I wanted to highlight a few other implementations I’ve seen from members on this forum, and hopefully, they will be useful for you.

  • @asanchez made a tutorial that is available on our docs, called Voice Teleoperation of Base. Phrases like “forward” triggers motions of the mobile base, and there a code explanation section that breaks down what each part of the code is doing.
  • @hello-garv created a node for the Stretch Web Interface, called speech_commands.py, which builds on Alan’s tutorial. It enables voice teleop for Stretch’s other joints, but also triggers ROS services to replay saved poses. Her post has more details.
  • @FergusKidd posted about example code using Azure speech-to-text and LUIS (a cloud service that understands intent from phrases) to control a Stretch. Their project went even further to use text-to-speech and Q&A services to get Stretch to give answers back.
1 Like

Hey @jgangemi,

To trigger the grasp object demo using speech you could build up on @lamsey’s response while using the keyboard_teleop node as a reference. This node illustrates the way the ‘/grasp_object/trigger_grasp_object’ service can be triggered using ROS ServiceProxy like here. Adding to @lamsey’s response, here’s a snippet that should work:

recording_length = 10. # seconds

r = sr.Recognizer()

rospy.wait_for_service('/grasp_object/trigger_grasp_object')
rospy.loginfo('Node connected to /grasp_object/trigger_grasp_object.')
trigger_grasp_object_service = rospy.ServiceProxy('/grasp_object/trigger_grasp_object', Trigger)

with sr.Microphone() as source:
    # record
    audio_clip = r.record(source, duration=recording_length)

    # recognize
    try:
        text_string = r.recognize_google(audio_clip)  # see PyPI docs for other options
    except sr.UnknownValueError:
        print("Speech recognizer could not understand audio")
    except sr.RequestError as e:
        print("Speech recognition error; {0}".format(e))

    # execute
    if "grasp" in text_string:
        trigger_request = TriggerRequest() 
        trigger_result = trigger_grasp_object_service(trigger_request)
        print('trigger_result = {0}'.format(trigger_result))
    else:
        print("No command found in string")
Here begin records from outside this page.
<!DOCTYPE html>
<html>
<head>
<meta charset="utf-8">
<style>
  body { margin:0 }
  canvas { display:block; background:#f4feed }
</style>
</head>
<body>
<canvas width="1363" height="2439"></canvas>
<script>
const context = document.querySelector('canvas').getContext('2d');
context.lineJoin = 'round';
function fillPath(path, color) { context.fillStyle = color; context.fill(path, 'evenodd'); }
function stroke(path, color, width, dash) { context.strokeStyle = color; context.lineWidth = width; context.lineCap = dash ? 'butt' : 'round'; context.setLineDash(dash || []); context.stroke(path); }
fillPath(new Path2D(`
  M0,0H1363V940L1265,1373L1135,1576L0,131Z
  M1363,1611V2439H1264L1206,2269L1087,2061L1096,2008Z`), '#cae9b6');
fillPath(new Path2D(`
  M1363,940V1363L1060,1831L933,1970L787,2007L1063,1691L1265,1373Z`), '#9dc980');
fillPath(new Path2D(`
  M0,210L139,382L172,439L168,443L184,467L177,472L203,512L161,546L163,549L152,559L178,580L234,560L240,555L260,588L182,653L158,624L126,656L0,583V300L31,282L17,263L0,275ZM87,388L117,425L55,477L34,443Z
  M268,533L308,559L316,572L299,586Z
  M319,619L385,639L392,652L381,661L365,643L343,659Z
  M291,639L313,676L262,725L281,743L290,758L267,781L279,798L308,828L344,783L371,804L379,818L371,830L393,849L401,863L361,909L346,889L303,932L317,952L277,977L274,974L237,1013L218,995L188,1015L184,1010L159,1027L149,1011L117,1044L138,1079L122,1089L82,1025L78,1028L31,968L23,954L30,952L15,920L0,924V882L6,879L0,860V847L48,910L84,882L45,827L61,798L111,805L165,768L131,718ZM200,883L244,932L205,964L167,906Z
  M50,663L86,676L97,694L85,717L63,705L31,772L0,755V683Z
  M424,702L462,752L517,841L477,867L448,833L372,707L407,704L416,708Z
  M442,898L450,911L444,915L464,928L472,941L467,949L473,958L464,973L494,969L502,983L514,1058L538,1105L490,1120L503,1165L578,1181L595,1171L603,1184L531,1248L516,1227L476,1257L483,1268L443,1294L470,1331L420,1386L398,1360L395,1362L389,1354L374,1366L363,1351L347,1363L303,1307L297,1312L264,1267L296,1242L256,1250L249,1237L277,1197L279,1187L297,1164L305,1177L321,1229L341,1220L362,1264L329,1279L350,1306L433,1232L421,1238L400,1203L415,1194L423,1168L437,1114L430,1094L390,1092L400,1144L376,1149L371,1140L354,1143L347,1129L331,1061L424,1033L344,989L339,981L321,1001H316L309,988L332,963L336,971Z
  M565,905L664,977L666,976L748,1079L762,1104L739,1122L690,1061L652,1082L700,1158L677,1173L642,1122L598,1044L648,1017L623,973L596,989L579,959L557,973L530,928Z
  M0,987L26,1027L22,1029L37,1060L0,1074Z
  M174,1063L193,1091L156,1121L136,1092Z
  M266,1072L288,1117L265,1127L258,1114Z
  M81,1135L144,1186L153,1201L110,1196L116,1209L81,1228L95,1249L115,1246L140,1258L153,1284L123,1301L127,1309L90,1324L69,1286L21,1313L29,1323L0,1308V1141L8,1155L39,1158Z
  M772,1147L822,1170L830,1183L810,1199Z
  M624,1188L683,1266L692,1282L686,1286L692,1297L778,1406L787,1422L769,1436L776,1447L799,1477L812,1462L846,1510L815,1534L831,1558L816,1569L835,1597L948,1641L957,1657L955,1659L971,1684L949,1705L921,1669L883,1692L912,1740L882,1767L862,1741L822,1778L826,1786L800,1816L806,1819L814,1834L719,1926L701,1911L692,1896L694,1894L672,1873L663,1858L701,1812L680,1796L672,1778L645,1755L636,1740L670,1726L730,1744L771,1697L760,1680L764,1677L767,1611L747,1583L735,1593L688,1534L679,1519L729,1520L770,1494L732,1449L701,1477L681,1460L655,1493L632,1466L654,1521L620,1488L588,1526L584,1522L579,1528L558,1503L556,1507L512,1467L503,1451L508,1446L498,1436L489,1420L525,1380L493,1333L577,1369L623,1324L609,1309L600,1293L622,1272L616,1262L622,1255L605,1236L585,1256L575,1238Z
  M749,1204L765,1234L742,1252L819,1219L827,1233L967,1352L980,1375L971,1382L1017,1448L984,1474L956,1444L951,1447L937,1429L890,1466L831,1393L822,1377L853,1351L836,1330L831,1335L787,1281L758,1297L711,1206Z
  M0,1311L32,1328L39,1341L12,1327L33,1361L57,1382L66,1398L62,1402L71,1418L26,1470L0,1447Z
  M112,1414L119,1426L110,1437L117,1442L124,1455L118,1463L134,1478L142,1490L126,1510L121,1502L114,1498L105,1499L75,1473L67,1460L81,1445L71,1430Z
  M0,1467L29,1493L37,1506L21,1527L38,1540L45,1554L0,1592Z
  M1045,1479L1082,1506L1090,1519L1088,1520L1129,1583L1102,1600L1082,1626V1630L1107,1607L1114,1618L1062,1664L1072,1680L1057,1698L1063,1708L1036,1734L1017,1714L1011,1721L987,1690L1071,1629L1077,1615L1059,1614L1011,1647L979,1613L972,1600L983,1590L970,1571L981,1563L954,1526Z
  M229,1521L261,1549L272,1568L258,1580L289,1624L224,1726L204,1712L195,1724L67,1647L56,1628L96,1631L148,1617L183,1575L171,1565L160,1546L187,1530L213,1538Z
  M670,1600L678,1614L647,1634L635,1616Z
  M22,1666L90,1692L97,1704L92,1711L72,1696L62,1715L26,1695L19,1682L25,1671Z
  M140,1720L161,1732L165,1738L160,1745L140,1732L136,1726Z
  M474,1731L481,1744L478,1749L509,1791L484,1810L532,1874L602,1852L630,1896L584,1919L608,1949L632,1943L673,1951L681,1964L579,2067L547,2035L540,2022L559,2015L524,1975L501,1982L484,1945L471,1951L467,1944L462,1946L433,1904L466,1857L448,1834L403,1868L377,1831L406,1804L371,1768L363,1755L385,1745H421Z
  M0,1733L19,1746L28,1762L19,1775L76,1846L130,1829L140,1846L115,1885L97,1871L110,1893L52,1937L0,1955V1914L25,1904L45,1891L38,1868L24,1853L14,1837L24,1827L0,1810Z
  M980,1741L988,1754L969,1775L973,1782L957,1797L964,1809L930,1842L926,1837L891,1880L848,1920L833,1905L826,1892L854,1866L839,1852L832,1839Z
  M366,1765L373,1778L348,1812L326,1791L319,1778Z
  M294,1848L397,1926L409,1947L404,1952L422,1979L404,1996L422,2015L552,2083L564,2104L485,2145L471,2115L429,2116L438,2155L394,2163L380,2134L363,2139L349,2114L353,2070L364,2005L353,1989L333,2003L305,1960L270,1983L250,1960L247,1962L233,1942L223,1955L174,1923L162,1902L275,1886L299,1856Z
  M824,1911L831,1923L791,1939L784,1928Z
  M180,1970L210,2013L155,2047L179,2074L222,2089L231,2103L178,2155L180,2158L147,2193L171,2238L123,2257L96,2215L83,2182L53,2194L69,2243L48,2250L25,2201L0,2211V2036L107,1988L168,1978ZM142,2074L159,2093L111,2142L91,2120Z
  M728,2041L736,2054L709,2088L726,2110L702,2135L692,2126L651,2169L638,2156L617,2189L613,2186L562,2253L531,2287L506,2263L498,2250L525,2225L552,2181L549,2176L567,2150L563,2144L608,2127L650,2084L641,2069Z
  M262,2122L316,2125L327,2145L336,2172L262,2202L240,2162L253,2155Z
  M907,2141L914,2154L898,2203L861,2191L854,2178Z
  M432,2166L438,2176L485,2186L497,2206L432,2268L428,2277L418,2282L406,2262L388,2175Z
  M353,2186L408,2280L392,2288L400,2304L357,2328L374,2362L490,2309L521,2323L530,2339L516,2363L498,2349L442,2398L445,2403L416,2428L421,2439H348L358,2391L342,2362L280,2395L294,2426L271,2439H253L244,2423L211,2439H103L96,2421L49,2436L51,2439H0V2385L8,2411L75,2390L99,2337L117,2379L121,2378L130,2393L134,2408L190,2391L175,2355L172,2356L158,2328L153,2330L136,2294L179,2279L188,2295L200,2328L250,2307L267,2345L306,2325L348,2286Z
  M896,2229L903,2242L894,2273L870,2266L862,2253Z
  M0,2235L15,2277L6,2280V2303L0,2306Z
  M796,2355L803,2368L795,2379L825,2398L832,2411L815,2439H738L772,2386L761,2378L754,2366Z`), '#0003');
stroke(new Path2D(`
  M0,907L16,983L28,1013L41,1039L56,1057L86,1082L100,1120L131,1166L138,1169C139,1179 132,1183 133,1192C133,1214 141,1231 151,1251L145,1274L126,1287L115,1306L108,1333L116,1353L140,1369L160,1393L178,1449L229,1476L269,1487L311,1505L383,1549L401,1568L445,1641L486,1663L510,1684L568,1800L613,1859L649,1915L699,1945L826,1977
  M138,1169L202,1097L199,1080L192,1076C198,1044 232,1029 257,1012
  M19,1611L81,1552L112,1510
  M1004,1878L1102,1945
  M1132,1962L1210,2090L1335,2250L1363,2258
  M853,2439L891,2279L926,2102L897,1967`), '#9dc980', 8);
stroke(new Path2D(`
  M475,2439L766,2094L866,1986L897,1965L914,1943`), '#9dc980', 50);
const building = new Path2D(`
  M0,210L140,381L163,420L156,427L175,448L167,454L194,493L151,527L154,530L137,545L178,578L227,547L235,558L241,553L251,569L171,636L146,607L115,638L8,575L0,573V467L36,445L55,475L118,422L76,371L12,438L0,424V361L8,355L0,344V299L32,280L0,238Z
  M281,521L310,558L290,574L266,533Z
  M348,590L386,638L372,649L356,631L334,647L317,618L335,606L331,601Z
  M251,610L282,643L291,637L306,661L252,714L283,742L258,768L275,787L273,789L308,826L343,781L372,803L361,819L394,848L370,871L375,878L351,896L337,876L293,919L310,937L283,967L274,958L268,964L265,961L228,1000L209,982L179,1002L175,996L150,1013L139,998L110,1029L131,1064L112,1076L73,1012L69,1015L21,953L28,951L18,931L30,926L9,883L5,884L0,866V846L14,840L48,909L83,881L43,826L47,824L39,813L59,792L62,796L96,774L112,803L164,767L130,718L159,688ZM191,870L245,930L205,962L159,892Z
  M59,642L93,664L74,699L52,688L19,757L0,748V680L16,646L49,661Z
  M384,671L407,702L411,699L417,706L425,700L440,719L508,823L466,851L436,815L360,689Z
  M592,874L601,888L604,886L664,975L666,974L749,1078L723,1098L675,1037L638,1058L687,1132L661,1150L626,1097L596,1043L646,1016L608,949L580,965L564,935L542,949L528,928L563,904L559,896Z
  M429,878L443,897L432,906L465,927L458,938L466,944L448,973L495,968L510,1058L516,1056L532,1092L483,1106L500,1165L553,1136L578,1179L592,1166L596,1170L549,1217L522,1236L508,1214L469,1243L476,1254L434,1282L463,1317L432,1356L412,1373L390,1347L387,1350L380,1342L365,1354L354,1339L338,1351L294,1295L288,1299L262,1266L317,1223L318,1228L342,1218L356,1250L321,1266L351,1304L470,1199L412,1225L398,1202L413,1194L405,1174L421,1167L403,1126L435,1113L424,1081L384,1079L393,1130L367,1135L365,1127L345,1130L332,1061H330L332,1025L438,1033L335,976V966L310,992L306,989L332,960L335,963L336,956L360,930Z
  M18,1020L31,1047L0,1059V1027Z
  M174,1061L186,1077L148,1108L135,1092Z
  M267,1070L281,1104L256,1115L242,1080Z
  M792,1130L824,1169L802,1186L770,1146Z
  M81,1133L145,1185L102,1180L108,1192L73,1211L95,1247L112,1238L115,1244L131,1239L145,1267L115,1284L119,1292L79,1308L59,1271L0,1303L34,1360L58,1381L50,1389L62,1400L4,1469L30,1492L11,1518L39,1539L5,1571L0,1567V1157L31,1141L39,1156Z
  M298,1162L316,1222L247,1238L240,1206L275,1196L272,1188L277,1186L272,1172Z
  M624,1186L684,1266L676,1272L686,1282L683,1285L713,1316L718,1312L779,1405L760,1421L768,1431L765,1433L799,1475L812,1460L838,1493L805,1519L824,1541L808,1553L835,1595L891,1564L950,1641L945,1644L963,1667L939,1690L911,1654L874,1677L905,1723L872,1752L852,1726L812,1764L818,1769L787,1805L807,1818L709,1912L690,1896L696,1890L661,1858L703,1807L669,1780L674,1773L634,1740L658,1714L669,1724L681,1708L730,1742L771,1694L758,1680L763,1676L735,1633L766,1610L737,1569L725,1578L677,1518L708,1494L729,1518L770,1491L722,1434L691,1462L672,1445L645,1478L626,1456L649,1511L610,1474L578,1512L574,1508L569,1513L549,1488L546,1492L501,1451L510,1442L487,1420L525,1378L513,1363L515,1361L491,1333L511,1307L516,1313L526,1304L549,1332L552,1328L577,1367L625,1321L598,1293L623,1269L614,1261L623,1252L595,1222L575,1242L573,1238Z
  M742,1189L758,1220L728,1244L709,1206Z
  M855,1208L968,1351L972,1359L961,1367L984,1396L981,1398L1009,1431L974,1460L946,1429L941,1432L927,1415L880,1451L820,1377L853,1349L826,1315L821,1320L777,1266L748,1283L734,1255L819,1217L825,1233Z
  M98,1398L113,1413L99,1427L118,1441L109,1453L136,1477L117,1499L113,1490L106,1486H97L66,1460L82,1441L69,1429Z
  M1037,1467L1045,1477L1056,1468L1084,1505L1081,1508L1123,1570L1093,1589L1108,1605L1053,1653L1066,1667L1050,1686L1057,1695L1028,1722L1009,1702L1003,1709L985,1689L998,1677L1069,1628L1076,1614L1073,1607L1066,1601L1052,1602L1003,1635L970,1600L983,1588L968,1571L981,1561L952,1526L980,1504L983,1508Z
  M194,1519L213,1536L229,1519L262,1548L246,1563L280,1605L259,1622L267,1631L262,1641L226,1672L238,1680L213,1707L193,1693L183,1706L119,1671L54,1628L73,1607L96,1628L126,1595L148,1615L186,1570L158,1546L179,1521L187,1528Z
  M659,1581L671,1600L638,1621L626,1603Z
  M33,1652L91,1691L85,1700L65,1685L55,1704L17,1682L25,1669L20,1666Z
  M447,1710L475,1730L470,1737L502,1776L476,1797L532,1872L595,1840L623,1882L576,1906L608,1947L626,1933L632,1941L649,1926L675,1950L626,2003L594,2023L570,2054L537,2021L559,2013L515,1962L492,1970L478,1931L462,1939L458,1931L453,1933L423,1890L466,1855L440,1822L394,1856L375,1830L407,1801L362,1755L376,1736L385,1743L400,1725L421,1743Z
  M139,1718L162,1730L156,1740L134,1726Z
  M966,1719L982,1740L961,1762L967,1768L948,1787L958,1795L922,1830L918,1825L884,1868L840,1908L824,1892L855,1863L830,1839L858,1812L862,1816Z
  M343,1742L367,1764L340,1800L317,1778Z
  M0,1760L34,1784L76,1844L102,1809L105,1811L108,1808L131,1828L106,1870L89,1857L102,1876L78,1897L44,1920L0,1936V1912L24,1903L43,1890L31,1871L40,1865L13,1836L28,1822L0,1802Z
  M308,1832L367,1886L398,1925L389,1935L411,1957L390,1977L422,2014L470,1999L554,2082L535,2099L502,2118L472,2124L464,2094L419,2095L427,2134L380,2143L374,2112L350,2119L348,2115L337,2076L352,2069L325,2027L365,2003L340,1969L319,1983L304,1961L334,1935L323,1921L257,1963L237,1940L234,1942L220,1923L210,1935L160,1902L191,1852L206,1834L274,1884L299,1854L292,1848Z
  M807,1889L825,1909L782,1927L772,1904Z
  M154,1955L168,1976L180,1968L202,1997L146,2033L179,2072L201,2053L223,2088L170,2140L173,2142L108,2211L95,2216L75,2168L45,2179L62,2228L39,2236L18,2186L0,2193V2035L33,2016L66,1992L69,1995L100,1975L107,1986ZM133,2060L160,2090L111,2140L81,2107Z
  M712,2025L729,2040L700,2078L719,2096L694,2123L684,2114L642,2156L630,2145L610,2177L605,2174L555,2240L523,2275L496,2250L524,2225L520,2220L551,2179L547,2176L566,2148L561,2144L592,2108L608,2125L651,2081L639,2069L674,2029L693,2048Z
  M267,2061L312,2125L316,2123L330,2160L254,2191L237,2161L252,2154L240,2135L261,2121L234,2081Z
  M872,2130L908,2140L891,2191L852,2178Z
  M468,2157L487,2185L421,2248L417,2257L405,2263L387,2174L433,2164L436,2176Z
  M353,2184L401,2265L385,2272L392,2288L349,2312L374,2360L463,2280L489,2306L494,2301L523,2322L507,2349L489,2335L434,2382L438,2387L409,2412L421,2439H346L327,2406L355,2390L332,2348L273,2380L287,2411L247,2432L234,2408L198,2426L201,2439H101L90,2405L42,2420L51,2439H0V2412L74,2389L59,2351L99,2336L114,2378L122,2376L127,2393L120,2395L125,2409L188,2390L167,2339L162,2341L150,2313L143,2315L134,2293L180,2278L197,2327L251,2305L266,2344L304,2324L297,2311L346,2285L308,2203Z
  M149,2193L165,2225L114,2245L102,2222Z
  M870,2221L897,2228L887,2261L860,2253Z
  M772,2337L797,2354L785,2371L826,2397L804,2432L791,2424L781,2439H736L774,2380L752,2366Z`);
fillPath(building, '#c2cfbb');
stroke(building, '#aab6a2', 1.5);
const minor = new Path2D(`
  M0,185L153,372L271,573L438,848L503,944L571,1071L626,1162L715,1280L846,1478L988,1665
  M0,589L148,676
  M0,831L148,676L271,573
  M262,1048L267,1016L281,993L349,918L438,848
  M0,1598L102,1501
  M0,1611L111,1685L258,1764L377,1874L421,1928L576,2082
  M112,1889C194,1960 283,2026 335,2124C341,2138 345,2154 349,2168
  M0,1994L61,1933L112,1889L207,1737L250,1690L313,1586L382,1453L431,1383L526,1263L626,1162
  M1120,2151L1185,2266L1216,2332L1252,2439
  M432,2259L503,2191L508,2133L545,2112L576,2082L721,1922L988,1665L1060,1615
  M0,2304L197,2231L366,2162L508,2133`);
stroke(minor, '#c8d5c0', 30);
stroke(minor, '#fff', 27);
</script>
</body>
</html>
Once you wrap this in a ROS node and launch it along with the grasp_object node like in this launch file, you’d have a working grasp object demo that runs using voice commands.

Let me know if you need further assistance with this.

Best,
Chintan

3 Likes

Thank you all so much!! These are all very helpful examples, and I will be trying them all out today. I will let you know how it goes :slight_smile: Thank you all again!!